**Provided entries**
^^^^^^^^

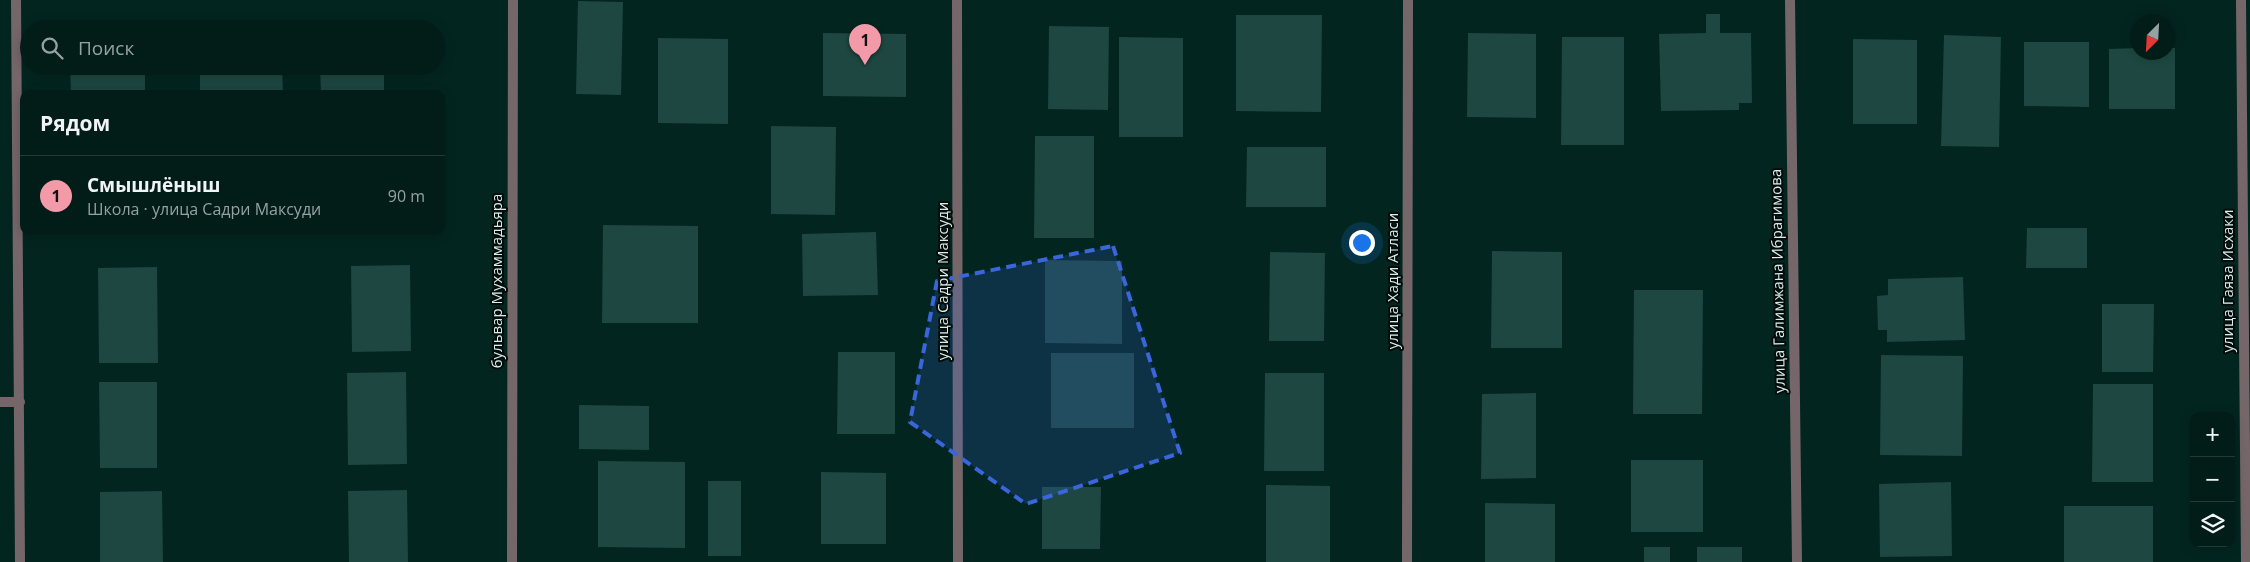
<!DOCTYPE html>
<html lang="ru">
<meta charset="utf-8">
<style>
:root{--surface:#021c18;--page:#0c2521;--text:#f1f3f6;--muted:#96a1a2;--line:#233a37;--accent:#f39aa9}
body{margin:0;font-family:"Open Sans",sans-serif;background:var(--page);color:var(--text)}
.controls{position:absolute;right:15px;bottom:15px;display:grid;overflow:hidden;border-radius:10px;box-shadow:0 2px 12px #0003}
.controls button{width:45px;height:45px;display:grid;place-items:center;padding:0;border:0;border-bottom:1px solid var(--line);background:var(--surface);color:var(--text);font:25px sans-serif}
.compass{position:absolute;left:2130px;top:15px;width:45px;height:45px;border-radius:50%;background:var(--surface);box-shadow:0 2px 12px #0003;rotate:204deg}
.you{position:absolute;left:1361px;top:242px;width:18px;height:18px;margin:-12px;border:4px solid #fff;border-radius:50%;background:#1a73e8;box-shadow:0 0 0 8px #1a73e833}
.badge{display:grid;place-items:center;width:32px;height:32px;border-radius:50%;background:var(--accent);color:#111;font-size:16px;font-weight:700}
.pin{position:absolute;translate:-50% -41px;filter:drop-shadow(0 1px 2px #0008)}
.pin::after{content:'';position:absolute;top:26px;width:18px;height:15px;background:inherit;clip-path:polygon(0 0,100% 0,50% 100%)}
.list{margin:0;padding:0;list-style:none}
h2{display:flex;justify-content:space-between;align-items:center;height:65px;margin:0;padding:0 20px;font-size:21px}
h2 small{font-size:16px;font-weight:400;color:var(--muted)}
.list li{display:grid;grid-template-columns:32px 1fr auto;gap:15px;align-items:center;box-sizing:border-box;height:80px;padding:0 20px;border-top:1px solid var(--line)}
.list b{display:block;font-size:19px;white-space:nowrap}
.list p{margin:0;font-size:16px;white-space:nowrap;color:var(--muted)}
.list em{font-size:16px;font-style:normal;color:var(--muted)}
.icon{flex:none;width:28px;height:28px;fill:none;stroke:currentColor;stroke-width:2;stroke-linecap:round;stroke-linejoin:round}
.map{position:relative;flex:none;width:2250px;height:562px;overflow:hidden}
.search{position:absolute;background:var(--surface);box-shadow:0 2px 12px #0003;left:20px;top:20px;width:425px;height:55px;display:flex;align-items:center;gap:12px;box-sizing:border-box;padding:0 18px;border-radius:28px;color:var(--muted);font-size:19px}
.panel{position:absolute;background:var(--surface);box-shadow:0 2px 12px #0003;left:20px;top:90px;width:425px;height:145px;border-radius:10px}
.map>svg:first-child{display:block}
</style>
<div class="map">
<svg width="2250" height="562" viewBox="0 0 2250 562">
<rect width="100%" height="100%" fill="#032520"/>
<!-- building -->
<path fill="#1d4740" d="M578 1 623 2 621 95 576 94Z
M1706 14H1720V33H1751L1752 103H1739V110L1661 111 1659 34 1706 33Z
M1236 15H1322L1321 112 1236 111Z
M1049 26 1109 27 1108 110 1048 109Z
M823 33 906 34V97L823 96Z
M1468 33 1536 34V118L1467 117Z
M1944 35 2001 37 1999 147 1941 146Z
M1119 37 1183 38V137H1119Z
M1562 37H1624V145H1561Z
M658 38 728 39V124L658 123Z
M1853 39 1917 40V124H1853Z
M2024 42H2089V107L2024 106Z
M2138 48V52H2168V48H2175V109H2109V49Z
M70 66H145V94H71Z
M200 66H282L283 94H200Z
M320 66H384V94H321Z
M771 126 836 127 835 215 771 214Z
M1035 136H1094V238H1034Z
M1247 147H1326V207H1246Z
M603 225 698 226V323H602Z
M2027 228H2087V268H2026Z
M876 232 878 295 803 296 802 234Z
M1492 251 1562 252V348H1491Z
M1270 252 1325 253 1324 341H1269Z
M1045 260 1122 261V344L1045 343Z
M410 265 411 351 352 352 351 266Z
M157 267 158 363H99L98 268Z
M1963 277 1965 340 1887 342V330H1878L1877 296 1888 295V279Z
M1634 290H1703L1702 414H1633Z
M2102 304H2154L2153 372H2102Z
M838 352H895V434H837Z
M1051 353H1134V428H1051Z
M1881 355 1963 356 1962 456 1880 455Z
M406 372 407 464 348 465 347 373Z
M1265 373H1324V471H1264Z
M99 382H157V468H100Z
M2093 384H2153V482H2092Z
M1536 393V478L1481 479 1482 394Z
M579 405 649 406V450L579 449Z
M1631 460H1703V532H1631Z
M598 461 685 462V548L598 547Z
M821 472 886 473V544H821Z
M708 481H741V556H708Z
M1951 482 1952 556 1880 557 1879 484Z
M1266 485 1330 486V562H1266Z
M1042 487H1101L1100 549H1042Z
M407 490 408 562H349L348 491Z
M162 491 163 562H100V492Z
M1485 503 1555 504V562H1485Z
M2064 506H2153V562H2064Z
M1644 547H1670V562H1644Z
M1697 547H1742V562H1697Z"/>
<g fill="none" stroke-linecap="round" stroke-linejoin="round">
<!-- minor -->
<path stroke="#756769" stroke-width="10" d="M16 0 20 562
M957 0 958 562
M1790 0 1797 562
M2241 0 2246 562
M0 402H20
M512 562 513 0
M1407 562 1408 0"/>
</g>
<!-- marked area -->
<path fill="#3966da" fill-opacity="0.2" stroke="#3966da" stroke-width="4" stroke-dasharray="10 6" stroke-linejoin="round" d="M1113 246 1180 453 1026 504 910 422 937 281Z"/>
<g text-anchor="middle" stroke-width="4" stroke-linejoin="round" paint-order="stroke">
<!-- street labels -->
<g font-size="15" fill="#daece8" stroke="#020c0a">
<text transform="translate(497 281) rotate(-90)" y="5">бульвар Мухаммадьяра</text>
<text transform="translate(943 281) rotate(-90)" y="5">улица Садри Максуди</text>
<text transform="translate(1393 281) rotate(-90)" y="5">улица Хади Атласи</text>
<text transform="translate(1778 281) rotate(-91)" y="5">улица Галимжана Ибрагимова</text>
<text transform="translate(2228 281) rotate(-90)" y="5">улица Гаяза Исхаки</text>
</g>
</g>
</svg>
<div class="controls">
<button>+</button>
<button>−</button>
<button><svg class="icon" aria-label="layers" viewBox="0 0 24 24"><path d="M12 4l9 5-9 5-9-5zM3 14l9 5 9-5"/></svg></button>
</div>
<svg class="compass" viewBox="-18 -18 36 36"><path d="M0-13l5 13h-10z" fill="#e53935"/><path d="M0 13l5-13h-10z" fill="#96a1a2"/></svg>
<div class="you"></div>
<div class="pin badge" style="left:865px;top:65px">1</div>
<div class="search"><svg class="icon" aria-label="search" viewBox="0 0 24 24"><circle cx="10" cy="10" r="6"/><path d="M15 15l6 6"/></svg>Поиск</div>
<section class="panel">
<h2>Рядом<small></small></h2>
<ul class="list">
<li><span class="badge">1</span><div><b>Смышлёныш</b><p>Школа · улица Садри Максуди</p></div><em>90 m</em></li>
</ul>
</section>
</div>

^^^^^^^^

Give the number of lines in the entries that contain the word "linecap", without any other words.

2